Record extracts:

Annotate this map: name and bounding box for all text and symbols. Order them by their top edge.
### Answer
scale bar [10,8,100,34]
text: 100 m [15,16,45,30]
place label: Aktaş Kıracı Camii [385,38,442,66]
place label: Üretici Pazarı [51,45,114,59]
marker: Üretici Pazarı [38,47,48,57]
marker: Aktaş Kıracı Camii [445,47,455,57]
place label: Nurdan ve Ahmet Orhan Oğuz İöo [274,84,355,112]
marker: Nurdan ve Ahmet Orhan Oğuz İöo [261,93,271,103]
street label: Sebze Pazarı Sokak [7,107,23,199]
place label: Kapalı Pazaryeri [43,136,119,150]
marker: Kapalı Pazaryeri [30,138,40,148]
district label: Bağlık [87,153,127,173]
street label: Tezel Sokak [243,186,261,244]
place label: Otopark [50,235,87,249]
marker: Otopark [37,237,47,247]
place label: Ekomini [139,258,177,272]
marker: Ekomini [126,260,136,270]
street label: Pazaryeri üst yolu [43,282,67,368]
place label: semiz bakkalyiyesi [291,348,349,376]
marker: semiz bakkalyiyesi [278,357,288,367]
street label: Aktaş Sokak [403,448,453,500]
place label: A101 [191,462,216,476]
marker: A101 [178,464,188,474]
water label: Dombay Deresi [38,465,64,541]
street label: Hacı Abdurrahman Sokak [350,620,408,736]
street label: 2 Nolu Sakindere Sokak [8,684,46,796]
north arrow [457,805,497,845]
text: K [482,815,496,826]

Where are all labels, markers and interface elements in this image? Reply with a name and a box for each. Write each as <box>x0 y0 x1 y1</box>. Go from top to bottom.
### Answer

Exercise directions: From the material above, copy every line where the word "this" is found.

Output of the exercise:
Annotate this map: name and bounding box for all text and symbols. Order them by their top edge.
Where are all labels, markers and interface elements in this image? Reply with a name and a box for each. Write each as <box>x0 y0 x1 y1</box>. Go from top to bottom.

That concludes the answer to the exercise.